## Records drawn from a dataset
================
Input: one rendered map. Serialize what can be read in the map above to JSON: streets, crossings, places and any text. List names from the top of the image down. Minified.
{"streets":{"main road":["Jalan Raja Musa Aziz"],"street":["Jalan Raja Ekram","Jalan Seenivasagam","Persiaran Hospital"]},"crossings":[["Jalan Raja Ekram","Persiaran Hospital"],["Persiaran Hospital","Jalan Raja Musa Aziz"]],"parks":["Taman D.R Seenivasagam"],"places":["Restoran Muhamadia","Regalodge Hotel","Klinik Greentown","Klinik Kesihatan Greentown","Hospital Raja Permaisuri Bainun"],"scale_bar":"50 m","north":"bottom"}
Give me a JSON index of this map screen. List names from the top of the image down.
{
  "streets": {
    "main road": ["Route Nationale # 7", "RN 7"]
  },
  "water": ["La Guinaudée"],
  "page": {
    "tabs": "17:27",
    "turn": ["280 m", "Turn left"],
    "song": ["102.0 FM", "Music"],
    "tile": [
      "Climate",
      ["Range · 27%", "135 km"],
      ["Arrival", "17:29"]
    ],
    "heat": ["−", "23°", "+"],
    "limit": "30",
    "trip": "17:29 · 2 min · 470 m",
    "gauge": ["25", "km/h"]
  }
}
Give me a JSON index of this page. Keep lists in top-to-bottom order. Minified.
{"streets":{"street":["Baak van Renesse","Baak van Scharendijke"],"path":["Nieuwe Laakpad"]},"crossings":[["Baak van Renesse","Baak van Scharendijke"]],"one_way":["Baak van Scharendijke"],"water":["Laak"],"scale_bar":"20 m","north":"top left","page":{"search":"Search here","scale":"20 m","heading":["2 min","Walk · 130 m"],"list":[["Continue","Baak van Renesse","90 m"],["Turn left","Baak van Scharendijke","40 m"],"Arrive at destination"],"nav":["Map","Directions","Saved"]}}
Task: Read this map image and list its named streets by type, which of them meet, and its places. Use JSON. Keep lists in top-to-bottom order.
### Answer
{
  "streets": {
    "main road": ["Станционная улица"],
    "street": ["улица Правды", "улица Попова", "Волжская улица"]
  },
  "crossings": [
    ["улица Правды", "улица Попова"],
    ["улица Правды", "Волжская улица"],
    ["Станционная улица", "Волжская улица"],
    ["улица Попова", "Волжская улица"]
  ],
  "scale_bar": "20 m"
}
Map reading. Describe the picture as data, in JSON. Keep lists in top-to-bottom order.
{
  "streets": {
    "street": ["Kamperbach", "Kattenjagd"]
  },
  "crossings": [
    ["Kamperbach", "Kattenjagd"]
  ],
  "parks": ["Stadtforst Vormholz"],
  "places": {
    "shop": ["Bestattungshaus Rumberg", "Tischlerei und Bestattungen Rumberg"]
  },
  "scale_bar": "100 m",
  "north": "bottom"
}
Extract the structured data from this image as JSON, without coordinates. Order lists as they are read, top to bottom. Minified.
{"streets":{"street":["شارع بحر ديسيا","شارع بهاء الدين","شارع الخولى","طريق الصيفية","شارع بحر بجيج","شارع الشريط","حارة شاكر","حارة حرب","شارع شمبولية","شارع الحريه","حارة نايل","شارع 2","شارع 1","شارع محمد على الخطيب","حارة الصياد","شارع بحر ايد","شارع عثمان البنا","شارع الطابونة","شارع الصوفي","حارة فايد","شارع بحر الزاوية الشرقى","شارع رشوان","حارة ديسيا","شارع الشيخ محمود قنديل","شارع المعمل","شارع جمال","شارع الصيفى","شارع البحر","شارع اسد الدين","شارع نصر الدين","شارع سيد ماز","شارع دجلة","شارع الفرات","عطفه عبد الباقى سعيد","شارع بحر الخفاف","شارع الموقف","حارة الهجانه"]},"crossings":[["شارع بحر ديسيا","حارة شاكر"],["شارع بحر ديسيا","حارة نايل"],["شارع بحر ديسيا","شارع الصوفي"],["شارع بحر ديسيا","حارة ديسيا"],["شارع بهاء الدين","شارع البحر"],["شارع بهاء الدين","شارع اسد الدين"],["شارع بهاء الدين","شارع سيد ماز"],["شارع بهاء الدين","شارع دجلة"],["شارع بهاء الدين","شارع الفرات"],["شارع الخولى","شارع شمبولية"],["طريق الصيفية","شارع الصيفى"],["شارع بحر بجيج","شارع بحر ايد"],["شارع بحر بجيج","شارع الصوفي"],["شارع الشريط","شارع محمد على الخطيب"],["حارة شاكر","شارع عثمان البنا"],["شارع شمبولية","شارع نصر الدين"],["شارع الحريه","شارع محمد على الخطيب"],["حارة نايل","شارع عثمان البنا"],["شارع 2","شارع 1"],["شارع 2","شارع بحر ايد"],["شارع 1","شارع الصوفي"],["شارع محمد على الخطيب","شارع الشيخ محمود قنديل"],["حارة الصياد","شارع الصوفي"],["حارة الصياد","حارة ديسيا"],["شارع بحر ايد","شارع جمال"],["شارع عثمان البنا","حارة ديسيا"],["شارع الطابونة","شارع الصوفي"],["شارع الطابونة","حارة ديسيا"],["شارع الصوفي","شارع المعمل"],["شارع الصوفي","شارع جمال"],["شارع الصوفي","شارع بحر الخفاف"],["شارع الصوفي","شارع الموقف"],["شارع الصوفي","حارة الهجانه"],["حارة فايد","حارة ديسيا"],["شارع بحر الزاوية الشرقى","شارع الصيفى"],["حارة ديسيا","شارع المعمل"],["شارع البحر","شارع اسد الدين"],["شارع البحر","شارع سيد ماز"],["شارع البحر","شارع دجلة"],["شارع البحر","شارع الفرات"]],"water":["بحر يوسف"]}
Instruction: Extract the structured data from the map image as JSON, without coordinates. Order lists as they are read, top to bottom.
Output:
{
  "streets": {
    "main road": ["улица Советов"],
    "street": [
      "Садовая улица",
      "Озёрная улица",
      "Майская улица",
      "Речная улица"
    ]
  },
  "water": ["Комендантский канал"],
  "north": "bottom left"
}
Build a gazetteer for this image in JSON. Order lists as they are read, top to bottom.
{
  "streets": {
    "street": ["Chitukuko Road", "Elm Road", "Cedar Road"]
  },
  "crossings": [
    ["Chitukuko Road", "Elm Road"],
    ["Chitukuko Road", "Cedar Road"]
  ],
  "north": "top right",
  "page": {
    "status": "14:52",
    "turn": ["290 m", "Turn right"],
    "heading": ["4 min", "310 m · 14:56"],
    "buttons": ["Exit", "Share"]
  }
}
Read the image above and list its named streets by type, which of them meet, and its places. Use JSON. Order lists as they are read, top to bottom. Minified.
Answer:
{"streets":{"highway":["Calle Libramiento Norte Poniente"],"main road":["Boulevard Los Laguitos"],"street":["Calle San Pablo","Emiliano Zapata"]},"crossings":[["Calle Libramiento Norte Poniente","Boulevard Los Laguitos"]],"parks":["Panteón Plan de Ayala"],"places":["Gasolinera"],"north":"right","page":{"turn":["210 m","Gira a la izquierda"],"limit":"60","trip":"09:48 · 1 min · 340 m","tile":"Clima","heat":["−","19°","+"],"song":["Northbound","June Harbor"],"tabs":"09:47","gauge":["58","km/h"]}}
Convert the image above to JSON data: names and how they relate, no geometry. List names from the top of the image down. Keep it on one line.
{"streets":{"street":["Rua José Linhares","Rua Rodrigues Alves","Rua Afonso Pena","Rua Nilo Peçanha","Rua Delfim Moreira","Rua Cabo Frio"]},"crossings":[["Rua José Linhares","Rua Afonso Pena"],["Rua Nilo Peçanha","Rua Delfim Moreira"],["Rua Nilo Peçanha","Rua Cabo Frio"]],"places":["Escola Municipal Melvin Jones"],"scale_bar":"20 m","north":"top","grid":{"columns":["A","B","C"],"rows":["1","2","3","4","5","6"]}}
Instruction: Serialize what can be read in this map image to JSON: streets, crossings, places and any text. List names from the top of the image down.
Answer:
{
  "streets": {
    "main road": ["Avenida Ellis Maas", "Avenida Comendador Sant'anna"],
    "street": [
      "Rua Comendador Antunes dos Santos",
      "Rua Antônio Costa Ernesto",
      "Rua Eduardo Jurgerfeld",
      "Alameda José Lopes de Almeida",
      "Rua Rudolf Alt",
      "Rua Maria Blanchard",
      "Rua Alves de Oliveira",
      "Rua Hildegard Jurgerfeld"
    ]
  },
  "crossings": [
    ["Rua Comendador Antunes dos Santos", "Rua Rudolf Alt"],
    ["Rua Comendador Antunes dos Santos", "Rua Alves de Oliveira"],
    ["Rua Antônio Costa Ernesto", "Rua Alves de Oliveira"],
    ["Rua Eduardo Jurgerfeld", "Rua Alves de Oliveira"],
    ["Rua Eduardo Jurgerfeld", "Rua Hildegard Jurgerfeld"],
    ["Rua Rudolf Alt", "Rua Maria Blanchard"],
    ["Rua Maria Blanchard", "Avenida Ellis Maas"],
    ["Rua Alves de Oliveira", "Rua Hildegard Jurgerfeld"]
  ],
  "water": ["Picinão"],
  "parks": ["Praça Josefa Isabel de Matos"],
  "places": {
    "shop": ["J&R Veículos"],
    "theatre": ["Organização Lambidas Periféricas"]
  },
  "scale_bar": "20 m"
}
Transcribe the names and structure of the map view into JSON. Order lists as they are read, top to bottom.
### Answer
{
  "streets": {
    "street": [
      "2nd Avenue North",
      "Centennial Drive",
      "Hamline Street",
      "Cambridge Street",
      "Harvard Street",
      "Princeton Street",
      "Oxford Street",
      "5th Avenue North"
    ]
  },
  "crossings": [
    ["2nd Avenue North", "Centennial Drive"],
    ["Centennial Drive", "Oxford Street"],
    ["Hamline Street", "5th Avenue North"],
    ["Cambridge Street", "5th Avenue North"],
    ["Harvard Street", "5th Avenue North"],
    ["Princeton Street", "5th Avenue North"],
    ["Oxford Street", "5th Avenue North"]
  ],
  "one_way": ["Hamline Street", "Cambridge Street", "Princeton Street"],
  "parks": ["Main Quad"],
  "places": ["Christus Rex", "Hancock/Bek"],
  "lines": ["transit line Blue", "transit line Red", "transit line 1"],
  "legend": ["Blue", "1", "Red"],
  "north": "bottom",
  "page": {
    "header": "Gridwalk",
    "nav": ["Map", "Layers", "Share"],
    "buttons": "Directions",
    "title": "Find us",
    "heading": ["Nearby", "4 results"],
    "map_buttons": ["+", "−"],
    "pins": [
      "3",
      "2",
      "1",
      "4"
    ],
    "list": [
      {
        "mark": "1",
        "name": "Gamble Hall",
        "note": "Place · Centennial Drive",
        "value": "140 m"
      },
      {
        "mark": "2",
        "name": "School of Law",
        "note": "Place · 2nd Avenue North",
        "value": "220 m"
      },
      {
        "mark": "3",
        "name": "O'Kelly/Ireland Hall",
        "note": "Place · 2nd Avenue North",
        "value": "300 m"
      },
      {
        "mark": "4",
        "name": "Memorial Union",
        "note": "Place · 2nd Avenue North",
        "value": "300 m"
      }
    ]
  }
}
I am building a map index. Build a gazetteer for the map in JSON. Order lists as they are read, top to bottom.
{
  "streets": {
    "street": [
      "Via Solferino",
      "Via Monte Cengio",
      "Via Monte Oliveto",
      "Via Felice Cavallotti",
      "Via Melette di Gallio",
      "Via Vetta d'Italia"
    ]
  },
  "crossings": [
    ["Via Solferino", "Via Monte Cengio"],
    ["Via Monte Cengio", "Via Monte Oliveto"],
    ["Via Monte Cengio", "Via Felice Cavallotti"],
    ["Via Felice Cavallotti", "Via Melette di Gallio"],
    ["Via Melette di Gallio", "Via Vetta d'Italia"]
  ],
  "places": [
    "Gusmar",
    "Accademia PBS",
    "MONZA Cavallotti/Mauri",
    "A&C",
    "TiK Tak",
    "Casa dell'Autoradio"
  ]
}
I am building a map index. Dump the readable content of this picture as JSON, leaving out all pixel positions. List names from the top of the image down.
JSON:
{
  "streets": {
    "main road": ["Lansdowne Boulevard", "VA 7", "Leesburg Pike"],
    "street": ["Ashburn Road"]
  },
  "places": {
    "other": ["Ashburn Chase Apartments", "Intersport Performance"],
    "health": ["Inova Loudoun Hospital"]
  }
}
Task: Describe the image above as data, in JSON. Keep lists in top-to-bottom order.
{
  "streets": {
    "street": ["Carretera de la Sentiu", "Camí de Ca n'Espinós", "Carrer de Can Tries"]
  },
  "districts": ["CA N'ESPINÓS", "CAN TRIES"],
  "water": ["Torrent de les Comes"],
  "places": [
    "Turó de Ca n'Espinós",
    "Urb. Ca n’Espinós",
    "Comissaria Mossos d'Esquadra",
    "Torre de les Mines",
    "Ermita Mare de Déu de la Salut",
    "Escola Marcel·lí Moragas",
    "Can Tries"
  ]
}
================
## TASK INSTRUCTIONS
Find how many of the lines above have the word "named" in them. State only that number.

## EXERCISE SOLUTION
2